╭──

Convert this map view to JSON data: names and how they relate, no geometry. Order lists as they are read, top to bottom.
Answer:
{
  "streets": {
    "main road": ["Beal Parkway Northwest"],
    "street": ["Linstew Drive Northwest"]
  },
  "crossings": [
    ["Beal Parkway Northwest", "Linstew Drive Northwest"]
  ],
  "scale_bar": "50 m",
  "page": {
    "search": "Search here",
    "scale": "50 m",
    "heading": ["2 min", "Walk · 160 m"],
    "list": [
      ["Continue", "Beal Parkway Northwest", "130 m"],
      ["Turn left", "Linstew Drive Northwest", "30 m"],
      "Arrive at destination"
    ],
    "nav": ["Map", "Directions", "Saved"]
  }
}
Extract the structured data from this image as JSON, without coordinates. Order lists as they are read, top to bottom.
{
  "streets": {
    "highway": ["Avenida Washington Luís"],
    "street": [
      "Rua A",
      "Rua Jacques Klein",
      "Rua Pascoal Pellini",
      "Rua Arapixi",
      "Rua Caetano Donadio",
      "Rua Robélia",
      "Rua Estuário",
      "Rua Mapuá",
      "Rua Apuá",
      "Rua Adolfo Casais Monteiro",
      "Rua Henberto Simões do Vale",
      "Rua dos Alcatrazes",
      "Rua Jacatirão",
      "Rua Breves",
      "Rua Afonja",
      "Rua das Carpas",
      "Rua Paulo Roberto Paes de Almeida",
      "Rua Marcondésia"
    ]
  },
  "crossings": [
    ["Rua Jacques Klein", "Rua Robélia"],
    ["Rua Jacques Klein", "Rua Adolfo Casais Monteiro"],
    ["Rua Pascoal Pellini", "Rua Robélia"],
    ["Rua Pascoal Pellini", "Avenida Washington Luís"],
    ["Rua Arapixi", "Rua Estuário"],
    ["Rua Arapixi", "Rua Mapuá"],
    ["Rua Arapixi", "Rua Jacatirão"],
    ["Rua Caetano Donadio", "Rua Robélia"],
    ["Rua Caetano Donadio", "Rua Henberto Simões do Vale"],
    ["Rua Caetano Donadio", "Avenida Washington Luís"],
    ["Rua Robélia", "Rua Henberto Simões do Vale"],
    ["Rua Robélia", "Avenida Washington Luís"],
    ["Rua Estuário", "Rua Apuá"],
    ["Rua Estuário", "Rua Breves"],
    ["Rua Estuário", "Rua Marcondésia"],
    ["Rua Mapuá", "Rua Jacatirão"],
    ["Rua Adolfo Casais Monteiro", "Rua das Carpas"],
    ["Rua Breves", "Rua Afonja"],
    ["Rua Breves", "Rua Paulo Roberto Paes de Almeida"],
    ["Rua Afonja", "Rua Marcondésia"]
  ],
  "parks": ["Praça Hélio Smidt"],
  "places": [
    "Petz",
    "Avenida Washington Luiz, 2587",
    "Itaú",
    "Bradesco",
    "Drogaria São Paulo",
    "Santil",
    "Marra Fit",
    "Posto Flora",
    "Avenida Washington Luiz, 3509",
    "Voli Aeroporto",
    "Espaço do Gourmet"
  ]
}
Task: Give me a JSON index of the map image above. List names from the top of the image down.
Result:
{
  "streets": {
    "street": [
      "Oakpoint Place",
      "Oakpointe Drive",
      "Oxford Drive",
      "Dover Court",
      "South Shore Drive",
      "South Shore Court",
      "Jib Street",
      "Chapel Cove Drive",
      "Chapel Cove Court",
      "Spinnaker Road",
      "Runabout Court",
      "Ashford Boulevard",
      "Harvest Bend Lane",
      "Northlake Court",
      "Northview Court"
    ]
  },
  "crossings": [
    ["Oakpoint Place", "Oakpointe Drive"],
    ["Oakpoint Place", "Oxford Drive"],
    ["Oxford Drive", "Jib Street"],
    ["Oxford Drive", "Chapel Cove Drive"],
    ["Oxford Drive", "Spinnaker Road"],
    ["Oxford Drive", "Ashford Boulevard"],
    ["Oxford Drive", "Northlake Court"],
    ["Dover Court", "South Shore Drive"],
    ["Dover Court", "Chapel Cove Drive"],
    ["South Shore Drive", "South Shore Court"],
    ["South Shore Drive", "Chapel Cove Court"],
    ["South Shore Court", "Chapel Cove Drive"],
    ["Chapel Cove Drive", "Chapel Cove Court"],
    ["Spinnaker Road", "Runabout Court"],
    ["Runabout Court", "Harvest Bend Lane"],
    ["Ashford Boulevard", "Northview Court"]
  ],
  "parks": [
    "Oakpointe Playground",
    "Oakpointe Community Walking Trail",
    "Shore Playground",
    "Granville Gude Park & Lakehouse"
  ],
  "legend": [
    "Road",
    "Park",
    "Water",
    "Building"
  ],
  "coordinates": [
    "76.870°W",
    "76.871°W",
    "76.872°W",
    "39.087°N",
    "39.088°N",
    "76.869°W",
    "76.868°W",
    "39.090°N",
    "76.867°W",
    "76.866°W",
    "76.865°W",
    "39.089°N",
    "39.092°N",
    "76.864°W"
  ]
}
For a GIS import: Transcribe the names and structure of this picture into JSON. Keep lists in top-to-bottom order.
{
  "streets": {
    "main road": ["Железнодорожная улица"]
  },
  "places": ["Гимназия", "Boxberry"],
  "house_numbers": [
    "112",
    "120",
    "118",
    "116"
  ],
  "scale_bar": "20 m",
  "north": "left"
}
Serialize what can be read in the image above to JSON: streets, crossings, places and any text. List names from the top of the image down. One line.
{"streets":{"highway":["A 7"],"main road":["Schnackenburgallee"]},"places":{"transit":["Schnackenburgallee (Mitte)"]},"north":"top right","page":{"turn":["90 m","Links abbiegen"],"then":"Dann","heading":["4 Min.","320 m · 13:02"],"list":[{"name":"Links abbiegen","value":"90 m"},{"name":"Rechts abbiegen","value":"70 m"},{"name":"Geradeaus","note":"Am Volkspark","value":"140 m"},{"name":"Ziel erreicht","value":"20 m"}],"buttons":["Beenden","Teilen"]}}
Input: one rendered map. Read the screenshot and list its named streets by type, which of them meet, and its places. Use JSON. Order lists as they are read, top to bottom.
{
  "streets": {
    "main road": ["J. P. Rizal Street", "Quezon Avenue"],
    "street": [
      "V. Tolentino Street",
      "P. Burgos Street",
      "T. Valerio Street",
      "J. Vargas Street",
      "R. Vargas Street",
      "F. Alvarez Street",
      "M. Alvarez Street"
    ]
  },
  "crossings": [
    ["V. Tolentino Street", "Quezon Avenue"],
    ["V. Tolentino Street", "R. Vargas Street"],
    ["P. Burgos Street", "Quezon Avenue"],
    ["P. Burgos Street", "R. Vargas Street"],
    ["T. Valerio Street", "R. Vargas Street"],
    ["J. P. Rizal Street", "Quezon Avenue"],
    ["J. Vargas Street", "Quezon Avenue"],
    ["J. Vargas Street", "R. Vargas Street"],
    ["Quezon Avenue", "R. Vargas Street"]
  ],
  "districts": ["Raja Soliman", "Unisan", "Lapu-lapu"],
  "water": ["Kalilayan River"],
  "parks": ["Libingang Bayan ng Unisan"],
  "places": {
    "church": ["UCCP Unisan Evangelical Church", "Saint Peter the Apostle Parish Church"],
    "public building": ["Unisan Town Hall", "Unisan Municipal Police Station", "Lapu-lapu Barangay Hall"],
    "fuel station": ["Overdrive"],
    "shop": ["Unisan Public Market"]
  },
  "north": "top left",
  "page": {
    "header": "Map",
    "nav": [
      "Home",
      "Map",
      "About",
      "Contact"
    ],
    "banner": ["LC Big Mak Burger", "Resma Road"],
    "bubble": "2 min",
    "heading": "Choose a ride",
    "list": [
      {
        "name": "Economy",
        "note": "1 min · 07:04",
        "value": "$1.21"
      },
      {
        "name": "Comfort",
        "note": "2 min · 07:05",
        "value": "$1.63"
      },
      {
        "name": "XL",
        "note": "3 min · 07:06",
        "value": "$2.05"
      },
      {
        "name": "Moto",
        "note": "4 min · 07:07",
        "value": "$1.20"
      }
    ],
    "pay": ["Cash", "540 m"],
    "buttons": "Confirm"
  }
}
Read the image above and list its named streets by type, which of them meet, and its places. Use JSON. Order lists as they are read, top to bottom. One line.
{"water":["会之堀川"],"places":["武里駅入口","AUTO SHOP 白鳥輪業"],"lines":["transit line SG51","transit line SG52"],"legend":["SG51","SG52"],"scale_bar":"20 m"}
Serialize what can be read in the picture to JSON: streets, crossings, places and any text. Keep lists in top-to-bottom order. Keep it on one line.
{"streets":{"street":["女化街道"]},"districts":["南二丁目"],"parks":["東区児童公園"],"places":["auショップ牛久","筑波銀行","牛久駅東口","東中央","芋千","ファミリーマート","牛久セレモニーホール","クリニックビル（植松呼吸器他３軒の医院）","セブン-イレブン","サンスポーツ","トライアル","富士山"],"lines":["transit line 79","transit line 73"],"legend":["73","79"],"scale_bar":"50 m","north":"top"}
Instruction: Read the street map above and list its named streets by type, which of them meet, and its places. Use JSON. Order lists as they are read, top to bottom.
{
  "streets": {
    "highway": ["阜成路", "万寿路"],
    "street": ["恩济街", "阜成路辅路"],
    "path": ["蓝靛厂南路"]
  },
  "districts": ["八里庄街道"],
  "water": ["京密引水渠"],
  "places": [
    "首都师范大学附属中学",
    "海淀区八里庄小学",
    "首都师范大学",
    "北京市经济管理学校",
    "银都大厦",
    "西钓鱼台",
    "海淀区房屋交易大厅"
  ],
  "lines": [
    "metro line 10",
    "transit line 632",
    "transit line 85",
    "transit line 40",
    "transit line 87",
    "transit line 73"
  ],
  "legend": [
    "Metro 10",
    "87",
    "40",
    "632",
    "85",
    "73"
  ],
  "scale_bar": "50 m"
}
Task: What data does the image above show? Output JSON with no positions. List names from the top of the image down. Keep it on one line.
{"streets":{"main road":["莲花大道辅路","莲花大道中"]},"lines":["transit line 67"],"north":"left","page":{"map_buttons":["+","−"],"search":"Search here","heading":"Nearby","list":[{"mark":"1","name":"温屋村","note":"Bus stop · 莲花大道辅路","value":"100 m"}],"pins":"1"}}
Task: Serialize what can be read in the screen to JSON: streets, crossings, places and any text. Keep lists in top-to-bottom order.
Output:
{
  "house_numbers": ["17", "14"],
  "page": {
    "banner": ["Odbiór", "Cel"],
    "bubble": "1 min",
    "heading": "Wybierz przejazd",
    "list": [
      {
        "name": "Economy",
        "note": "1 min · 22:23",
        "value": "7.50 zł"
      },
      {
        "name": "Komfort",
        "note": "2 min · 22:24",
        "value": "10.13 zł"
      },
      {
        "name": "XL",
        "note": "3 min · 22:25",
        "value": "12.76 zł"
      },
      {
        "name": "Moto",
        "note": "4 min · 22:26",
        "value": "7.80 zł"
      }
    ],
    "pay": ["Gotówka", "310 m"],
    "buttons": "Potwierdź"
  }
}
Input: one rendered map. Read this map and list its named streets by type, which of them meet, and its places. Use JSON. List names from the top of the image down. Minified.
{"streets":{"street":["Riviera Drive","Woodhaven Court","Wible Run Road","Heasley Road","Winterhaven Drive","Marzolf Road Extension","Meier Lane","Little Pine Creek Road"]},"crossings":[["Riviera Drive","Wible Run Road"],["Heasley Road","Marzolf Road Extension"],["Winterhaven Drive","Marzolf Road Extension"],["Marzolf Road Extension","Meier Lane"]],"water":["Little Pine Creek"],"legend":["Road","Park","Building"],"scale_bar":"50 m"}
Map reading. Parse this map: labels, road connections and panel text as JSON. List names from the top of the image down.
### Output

╰──

- _What you will do_
Produce an exact copy of the lines from the one containing "Map reading. Parse" through the final line of the data, both ends included, and only those.

- _Your solution_
Map reading. Parse this map: labels, road connections and panel text as JSON. List names from the top of the image down.
### Output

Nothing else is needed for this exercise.